> **What you will do**
Give back all the data below exactly as it is shown.

____________

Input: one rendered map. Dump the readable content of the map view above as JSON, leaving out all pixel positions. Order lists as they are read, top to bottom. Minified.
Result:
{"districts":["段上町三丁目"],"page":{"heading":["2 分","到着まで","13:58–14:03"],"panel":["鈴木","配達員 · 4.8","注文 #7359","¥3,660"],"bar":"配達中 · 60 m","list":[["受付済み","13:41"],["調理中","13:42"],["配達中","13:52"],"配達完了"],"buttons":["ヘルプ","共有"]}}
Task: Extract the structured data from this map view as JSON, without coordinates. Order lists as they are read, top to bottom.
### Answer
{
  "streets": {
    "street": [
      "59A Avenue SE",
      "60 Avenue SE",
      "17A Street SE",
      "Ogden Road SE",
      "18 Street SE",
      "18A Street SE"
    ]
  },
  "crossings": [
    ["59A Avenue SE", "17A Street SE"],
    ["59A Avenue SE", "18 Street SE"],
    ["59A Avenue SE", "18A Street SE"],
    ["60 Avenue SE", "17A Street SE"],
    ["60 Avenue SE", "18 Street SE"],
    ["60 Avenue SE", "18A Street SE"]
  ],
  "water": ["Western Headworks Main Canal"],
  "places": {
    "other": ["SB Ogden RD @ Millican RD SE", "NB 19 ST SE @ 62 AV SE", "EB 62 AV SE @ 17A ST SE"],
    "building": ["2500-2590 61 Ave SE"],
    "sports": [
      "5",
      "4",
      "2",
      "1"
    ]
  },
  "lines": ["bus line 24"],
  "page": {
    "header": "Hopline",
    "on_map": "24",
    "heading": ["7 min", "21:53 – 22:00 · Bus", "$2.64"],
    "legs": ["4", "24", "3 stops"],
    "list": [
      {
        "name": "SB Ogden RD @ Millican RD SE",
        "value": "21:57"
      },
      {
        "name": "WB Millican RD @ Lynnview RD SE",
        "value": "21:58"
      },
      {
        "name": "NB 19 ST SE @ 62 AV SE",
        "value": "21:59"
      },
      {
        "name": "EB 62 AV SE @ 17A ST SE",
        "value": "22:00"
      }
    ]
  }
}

____________

> **Task answer**
Input: one rendered map. Dump the readable content of the map view above as JSON, leaving out all pixel positions. Order lists as they are read, top to bottom. Minified.
Result:
{"districts":["段上町三丁目"],"page":{"heading":["2 分","到着まで","13:58–14:03"],"panel":["鈴木","配達員 · 4.8","注文 #7359","¥3,660"],"bar":"配達中 · 60 m","list":[["受付済み","13:41"],["調理中","13:42"],["配達中","13:52"],"配達完了"],"buttons":["ヘルプ","共有"]}}
Task: Extract the structured data from this map view as JSON, without coordinates. Order lists as they are read, top to bottom.
### Answer
{
  "streets": {
    "street": [
      "59A Avenue SE",
      "60 Avenue SE",
      "17A Street SE",
      "Ogden Road SE",
      "18 Street SE",
      "18A Street SE"
    ]
  },
  "crossings": [
    ["59A Avenue SE", "17A Street SE"],
    ["59A Avenue SE", "18 Street SE"],
    ["59A Avenue SE", "18A Street SE"],
    ["60 Avenue SE", "17A Street SE"],
    ["60 Avenue SE", "18 Street SE"],
    ["60 Avenue SE", "18A Street SE"]
  ],
  "water": ["Western Headworks Main Canal"],
  "places": {
    "other": ["SB Ogden RD @ Millican RD SE", "NB 19 ST SE @ 62 AV SE", "EB 62 AV SE @ 17A ST SE"],
    "building": ["2500-2590 61 Ave SE"],
    "sports": [
      "5",
      "4",
      "2",
      "1"
    ]
  },
  "lines": ["bus line 24"],
  "page": {
    "header": "Hopline",
    "on_map": "24",
    "heading": ["7 min", "21:53 – 22:00 · Bus", "$2.64"],
    "legs": ["4", "24", "3 stops"],
    "list": [
      {
        "name": "SB Ogden RD @ Millican RD SE",
        "value": "21:57"
      },
      {
        "name": "WB Millican RD @ Lynnview RD SE",
        "value": "21:58"
      },
      {
        "name": "NB 19 ST SE @ 62 AV SE",
        "value": "21:59"
      },
      {
        "name": "EB 62 AV SE @ 17A ST SE",
        "value": "22:00"
      }
    ]
  }
}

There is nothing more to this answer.